La Lutte des chômeurs continue

Le jeudi 15 janvier 1998.

Depuis décembre 1997 les actions des chômeurs se multiplient en France, et les effets d’annonce du gouvernement n’atténuent en rien le mouvement. Face à la précarisation de la société et à la constitution d’une Europe des inégalités, une action collective et solidaire de tous les chômeurs, précaires, salariés et étudiants est plus que jamais nécessaire.

À Rennes, malgré une mobilisation tardive, sous l’impulsion de la CGT et d’AC  !, la lutte s’organise. Le mardi 6 janvier se tenait une première manifestation, place de la mairie, qui réunissait 150 personnes. Il fut décidé pour le lendemain, jour des négociations nationales, une occupation des ASSEDIC. Celle-ci n’a pu se tenir, les locaux étant fermés et protégés par des vigiles. Il fut alors décidé d’occuper la mairie. Une délégation est reçue par le maire, qui nous renvoie sur la préfecture afin de rencontrer le préfet et le directeur de l’ASSEDIC.

N’obtenant aucun résultat, nous partons pour occuper la Direction régionale du travail et y passer la nuit. Après quelques heures d’occupation, devant l’incapacité de la CGT à gérer efficacement cette initiative — occupation partielle, ne pas faire d’incidents… — le directeur de la DRT fait rentrer les CRS. Nous sommes expulsés sous les gaz lacrymogènes. Après un moment de flottement nous nous rendons à la Direction régionale de France 3 afin de les informer de l’intervention policière. La presse locale et régionale se fera l’écho de ces provocations.

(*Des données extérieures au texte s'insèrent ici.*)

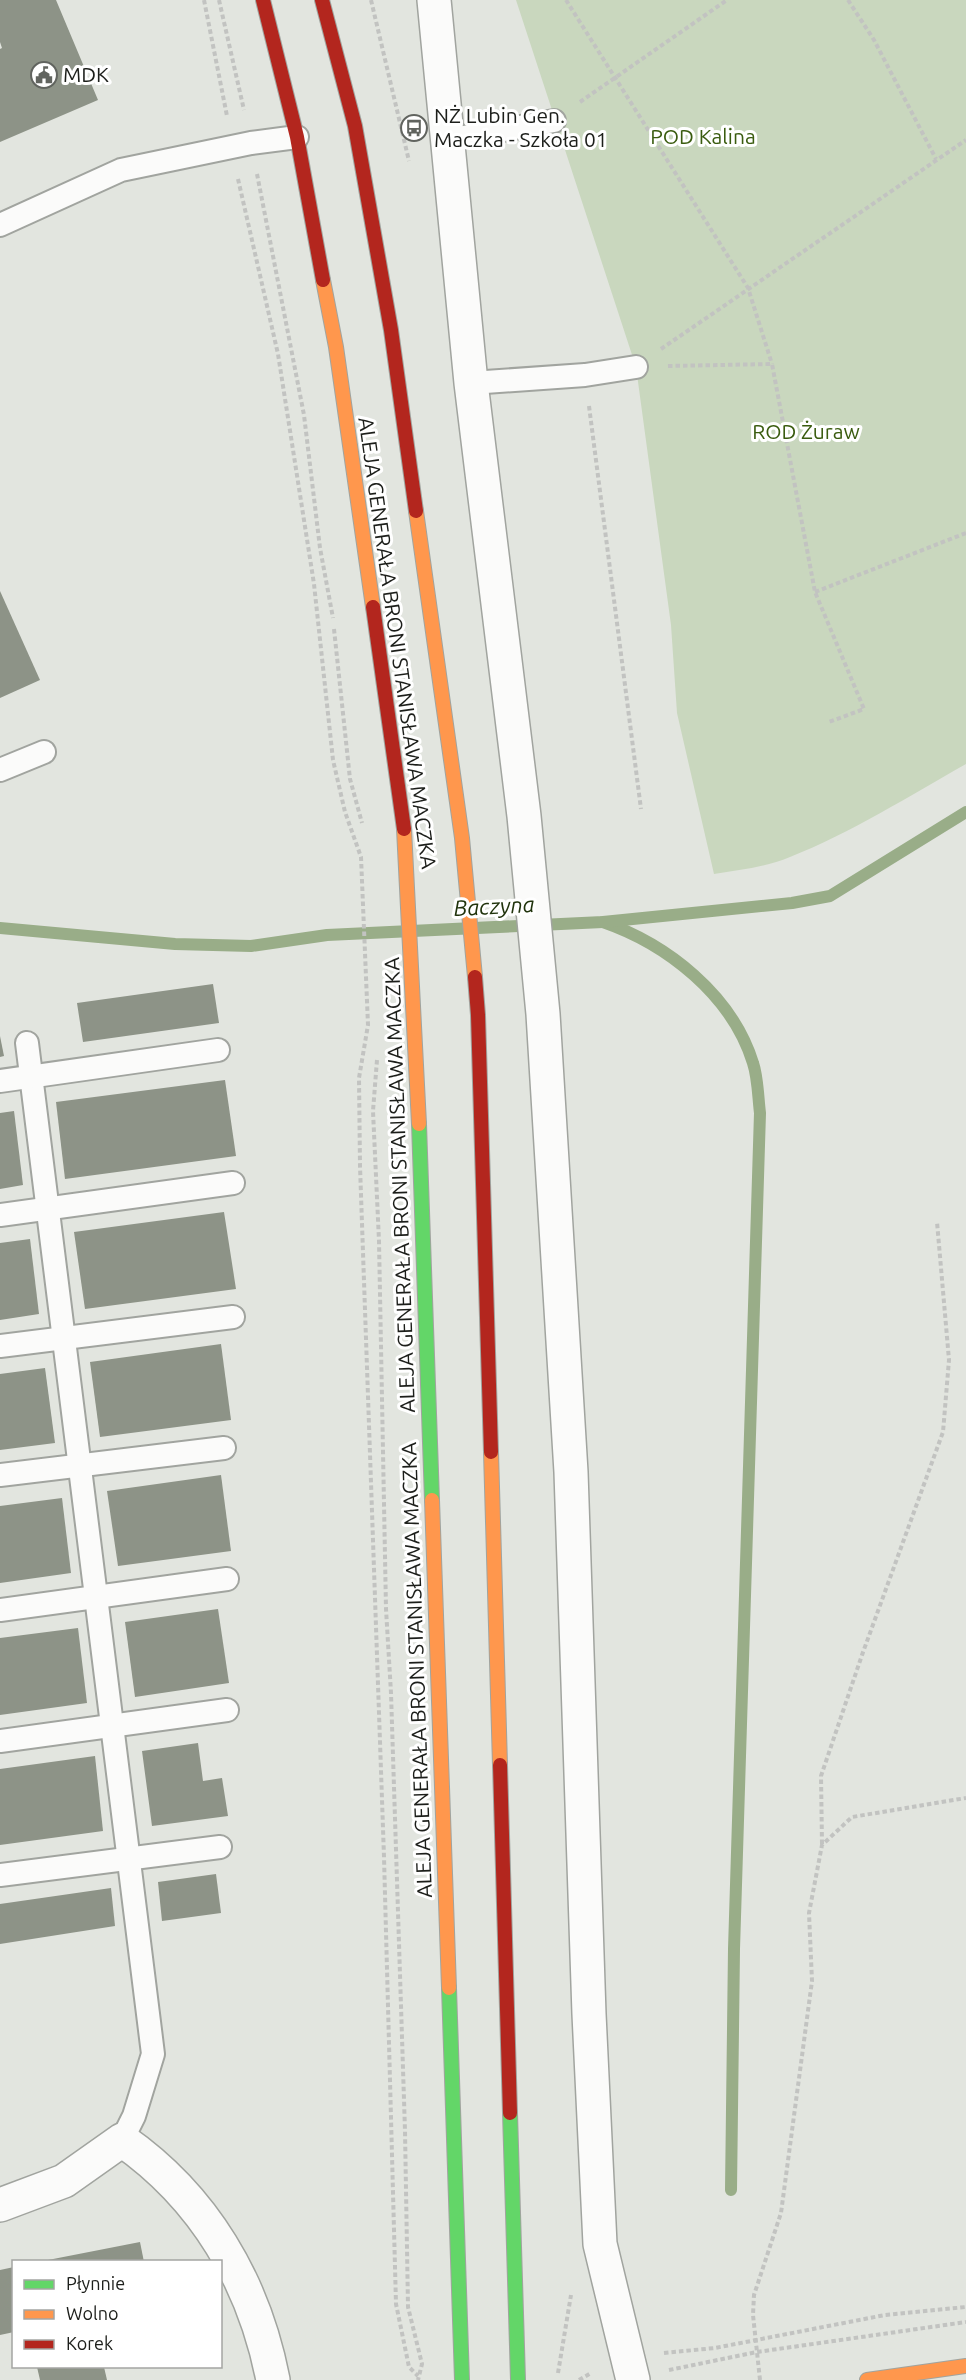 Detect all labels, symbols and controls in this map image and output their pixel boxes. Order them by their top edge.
public building icon: MDK [29,60,59,90]
place label: MDK [63,62,109,86]
place label: NŻ Lubin Gen. Maczka - Szkoła 01 [434,103,608,151]
bus stop icon: NŻ Lubin Gen. Maczka - Szkoła 01 [399,113,429,143]
park label: POD Kalina [650,124,756,148]
street label: ALEJA GENERAŁA BRONI STANISŁAWA MACZKA [354,415,442,871]
park label: ROD Żuraw [752,419,860,443]
water label: Baczyna [453,891,535,920]
street label: ALEJA GENERAŁA BRONI STANISŁAWA MACZKA [379,956,419,1413]
street label: ALEJA GENERAŁA BRONI STANISŁAWA MACZKA [396,1441,436,1898]
legend [12,2260,222,2368]
text: Płynnie [66,2273,125,2293]
text: Wolno [66,2303,118,2323]
text: Korek [66,2333,113,2353]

Le rôle étrange de la CGT…

Face à l’urgence de la situation, nous tenons une assemblée dans les locaux de la Maison du peuple sous les hospices de la CGT. Un bilan de la journée fut dressé et nous décidons de nous retrouver le lendemain matin en AG afin d’établir ensemble les bases communes de notre mouvement, et en particulier de rédiger un cahier de doléances. L’AG se déroule dans un climat tendu. La CGT qui tient à ses prérogatives se heurte à l’ensemble des chômeurs qui réclament plus d’autonomie. Un tract commun est finalement rédigé exprimant les revendications de l’ensemble du mouvement :

  • un emploi stable pour tous ;
  • priorité absolue à la mise en discussion de la loi contre l’exclusion ;
  • refonte totale du système d’indemnisation ASSEDIC ;
  • représentation des chômeurs dans toutes les instances de décision.

Un rassemblement est décidé pour 14 heures place de la mairie. Un comité d’action regroupant des délégués des différentes compsantes se constitue afin de trouver des lieux d’occupation. Le Trésor public est la première cible. Suite au manque de détermination de la CGT, nous ne pouvons éviter une nouvelle expulsion par les CRS. Nous nous dirigeons vers la gare afin de bloquer les voies. Le Comité d’action nous invite à bloquer une desserte locale sans intérêt, laissant passer un TGV Paris-Brest.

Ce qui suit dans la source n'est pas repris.